Three activists – Deayaneira Garcia, Jennicent Eva Gutierrez and Jorge Gutierrez – started their hunger strike a day before the Santa Ana City Council met to discuss the city’s highly controversial contract with U.S. Immigration and Customs Enforcement (ICE). Under the agreement, the city jails undocumented immigrants on behalf of ICE and in exchange for a fee.
City officials say they need to maintain the contract to shore up the city jail’s budget – although a Voice of OC analysis found it would be cheaper just to close the jail – and to detain immigrants who would otherwise be shipped to jails in other states far from their families and support networks.
The activists have countered that any jailing of undocumented immigrants is inhumane and point to a recent Human Rights Watch Report that called out the Santa Ana Jail for its treatment of transgender women. The city has a special unit for the women and officials tout it as a compassionate example of incarceration. But many of the women say they face abuses like strip searches by male correctional officers.

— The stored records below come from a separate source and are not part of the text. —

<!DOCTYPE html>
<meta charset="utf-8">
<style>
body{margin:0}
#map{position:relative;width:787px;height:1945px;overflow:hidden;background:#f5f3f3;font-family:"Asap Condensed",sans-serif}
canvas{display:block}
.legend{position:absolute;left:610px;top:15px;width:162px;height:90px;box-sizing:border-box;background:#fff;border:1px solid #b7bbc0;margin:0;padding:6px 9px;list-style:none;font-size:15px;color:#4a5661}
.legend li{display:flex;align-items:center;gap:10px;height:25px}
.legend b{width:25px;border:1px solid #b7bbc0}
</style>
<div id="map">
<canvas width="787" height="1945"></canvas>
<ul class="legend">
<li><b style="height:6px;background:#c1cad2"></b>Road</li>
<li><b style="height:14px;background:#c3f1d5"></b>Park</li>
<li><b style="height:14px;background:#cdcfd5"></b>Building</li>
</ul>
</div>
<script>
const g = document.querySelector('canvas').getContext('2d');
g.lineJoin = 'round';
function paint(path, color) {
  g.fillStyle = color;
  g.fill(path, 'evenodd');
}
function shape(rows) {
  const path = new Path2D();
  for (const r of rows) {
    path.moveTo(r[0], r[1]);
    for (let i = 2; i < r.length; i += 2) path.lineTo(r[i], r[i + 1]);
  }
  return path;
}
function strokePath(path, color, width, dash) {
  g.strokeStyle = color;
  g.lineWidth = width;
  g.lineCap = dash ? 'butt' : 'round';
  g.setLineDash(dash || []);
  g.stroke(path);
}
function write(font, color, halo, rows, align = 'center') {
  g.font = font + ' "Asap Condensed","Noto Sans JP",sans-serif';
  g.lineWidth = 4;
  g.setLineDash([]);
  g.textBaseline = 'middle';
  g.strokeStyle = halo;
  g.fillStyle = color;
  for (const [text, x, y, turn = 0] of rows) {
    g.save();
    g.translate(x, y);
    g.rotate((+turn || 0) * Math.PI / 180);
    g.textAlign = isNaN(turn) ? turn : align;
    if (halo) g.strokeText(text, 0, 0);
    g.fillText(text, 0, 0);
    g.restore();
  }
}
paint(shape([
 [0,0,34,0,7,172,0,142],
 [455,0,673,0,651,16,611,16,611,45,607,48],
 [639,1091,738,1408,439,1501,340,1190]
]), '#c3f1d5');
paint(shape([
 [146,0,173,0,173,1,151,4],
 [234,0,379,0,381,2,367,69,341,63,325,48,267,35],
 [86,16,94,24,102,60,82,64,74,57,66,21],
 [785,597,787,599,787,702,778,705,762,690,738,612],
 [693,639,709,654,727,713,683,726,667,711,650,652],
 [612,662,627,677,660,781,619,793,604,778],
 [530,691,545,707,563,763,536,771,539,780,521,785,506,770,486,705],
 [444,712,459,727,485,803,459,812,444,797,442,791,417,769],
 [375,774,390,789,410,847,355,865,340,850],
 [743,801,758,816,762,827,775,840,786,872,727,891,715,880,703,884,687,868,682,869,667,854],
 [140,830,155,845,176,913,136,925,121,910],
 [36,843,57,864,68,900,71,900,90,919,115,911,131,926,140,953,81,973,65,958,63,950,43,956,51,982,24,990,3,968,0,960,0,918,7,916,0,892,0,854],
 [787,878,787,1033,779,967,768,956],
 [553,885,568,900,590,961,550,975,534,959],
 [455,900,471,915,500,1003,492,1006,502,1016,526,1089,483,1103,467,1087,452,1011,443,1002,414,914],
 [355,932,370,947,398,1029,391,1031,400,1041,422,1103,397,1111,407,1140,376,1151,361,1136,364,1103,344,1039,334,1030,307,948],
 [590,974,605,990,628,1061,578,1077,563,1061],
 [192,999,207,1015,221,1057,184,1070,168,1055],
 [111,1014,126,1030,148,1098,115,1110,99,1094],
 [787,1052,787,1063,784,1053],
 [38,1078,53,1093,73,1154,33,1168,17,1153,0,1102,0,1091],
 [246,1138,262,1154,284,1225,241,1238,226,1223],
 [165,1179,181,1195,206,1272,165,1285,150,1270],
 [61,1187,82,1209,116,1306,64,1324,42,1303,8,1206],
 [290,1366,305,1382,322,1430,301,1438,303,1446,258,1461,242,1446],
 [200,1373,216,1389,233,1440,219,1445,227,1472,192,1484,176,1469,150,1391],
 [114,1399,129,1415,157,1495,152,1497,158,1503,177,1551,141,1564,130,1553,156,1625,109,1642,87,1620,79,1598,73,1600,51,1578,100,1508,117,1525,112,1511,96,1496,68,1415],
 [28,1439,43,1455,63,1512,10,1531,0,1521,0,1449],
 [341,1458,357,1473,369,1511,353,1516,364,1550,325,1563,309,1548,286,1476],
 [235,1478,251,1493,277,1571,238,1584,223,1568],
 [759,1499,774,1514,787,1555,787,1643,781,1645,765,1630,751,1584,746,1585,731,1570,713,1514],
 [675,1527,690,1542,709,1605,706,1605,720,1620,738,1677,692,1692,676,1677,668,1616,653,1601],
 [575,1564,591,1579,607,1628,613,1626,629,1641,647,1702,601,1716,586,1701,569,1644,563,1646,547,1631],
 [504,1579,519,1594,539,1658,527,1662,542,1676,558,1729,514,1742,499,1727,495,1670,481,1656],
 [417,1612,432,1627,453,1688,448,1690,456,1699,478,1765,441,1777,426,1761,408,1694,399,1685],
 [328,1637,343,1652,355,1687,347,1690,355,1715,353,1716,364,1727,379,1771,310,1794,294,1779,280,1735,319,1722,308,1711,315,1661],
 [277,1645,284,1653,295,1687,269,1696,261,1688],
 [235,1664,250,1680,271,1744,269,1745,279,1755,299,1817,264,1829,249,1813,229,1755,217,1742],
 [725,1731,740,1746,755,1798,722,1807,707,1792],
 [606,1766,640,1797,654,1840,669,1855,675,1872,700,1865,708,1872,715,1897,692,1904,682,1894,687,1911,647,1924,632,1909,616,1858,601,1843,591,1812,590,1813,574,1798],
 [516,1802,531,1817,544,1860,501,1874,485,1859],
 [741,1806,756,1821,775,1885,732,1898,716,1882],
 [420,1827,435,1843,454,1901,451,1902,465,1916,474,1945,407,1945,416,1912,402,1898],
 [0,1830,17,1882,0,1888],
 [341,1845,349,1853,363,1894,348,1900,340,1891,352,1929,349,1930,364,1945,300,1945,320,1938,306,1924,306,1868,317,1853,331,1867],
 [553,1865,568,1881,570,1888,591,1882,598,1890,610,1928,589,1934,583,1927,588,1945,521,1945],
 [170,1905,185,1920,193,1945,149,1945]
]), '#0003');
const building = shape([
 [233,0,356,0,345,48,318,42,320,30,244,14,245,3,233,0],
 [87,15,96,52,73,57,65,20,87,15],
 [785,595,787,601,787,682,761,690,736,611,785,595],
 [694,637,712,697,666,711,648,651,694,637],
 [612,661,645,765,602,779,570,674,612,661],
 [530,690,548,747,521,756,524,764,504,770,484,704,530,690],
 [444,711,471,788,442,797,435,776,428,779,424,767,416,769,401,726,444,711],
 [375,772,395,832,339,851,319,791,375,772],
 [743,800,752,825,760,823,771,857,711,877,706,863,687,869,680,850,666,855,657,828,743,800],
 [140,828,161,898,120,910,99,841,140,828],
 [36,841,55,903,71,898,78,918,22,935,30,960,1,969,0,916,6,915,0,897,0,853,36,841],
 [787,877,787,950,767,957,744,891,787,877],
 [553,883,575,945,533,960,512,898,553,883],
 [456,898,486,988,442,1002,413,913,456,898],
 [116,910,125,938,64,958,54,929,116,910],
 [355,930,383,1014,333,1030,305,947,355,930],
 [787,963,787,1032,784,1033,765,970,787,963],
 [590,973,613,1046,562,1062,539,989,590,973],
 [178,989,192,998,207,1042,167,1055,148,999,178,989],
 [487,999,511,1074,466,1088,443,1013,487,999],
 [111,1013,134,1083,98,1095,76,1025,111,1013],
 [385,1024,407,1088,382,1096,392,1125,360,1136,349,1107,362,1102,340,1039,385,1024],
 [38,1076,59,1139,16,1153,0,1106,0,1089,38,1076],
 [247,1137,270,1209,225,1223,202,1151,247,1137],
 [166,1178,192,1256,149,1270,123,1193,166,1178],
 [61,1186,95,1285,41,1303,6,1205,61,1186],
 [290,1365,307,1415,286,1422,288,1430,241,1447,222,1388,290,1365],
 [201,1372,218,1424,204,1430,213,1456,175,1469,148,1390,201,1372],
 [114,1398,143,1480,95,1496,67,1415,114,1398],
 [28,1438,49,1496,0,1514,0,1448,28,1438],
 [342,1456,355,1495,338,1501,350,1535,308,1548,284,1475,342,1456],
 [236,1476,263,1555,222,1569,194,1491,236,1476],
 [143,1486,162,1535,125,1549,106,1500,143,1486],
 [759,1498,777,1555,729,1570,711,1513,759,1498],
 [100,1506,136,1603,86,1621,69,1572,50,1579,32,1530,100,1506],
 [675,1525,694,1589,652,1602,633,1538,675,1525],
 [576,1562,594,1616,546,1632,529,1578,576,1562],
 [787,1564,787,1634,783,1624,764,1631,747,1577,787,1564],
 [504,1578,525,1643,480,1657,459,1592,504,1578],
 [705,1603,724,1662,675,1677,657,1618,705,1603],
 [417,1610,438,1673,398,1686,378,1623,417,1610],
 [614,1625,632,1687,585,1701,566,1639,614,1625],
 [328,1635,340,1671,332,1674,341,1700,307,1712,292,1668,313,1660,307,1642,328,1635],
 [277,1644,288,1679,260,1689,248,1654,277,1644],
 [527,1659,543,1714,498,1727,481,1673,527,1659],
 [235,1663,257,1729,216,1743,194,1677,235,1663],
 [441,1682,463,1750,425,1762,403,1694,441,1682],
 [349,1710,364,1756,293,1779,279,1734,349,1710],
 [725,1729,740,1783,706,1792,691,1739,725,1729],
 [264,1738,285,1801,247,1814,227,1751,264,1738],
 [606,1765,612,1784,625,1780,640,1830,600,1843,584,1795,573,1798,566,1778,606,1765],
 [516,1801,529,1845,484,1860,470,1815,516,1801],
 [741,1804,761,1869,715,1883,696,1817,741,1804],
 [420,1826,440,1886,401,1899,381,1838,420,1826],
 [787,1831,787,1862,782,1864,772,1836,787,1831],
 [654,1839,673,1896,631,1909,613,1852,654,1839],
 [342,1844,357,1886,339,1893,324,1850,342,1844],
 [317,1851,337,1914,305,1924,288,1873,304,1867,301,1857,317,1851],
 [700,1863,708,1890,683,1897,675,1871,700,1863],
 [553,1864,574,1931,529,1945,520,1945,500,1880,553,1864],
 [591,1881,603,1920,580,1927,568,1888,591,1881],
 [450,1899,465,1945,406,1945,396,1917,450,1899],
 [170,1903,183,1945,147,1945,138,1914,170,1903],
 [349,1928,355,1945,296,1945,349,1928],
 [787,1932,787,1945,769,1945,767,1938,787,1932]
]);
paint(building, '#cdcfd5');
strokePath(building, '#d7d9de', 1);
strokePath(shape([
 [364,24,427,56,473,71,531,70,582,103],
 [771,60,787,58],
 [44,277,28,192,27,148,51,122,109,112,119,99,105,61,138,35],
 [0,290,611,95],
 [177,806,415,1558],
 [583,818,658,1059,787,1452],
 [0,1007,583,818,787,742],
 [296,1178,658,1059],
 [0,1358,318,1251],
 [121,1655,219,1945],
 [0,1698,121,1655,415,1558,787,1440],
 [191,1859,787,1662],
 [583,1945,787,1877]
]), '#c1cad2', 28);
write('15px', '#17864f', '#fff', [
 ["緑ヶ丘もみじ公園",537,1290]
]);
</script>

Closing the city jail is also the first step in a larger plan activists outlined to get undocumented immigrants out of ICE facilities and handling their cases through alternative detention programs. They say forcing ICE to ship inmates out of state will give them the political leverage they need to end immigrant detentions.
Instead of cancelling the ICE contract – as the activists wanted – council members decided to slowly phase out of the agreement and let it expire in 2020. The decision enraged the mostly Latino and LGBT activists, who went so far as accusing the all-Latino City Council of siding with supporters of ICE and Donald J. Trump, the Republican presidential candidate who has called Mexican immigrants rapists and killers.
When asked why the hunger strikers would break their commitment after the council didn’t relent on Tuesday, Garcia, an 18-year-old high school student, said hunger striking until 2020 just wasn’t going to work.
“As a high school student, my body definitely saw the defeat from the lack of food,” Garcia said.
The announcement came at a vigil outside Councilman Vincent Sarmiento’s home on South Fourth Street. Roberto Carlos Herrera, an activist with DeColores Queer OC, pointed a megaphone toward the home and addressed the councilman and his family members.
“We’re here to let you know we will continue to show up” and “shut shit down,” Herrera said.
Activists then carried a sign that read “Sarmiento meet with hunger strikers” and laid it down on the councilman’s driveway, along with an array of sunflowers. The lights were on in the home, and a young girl could be seen peeking over from another small house on Sarmiento’s lot.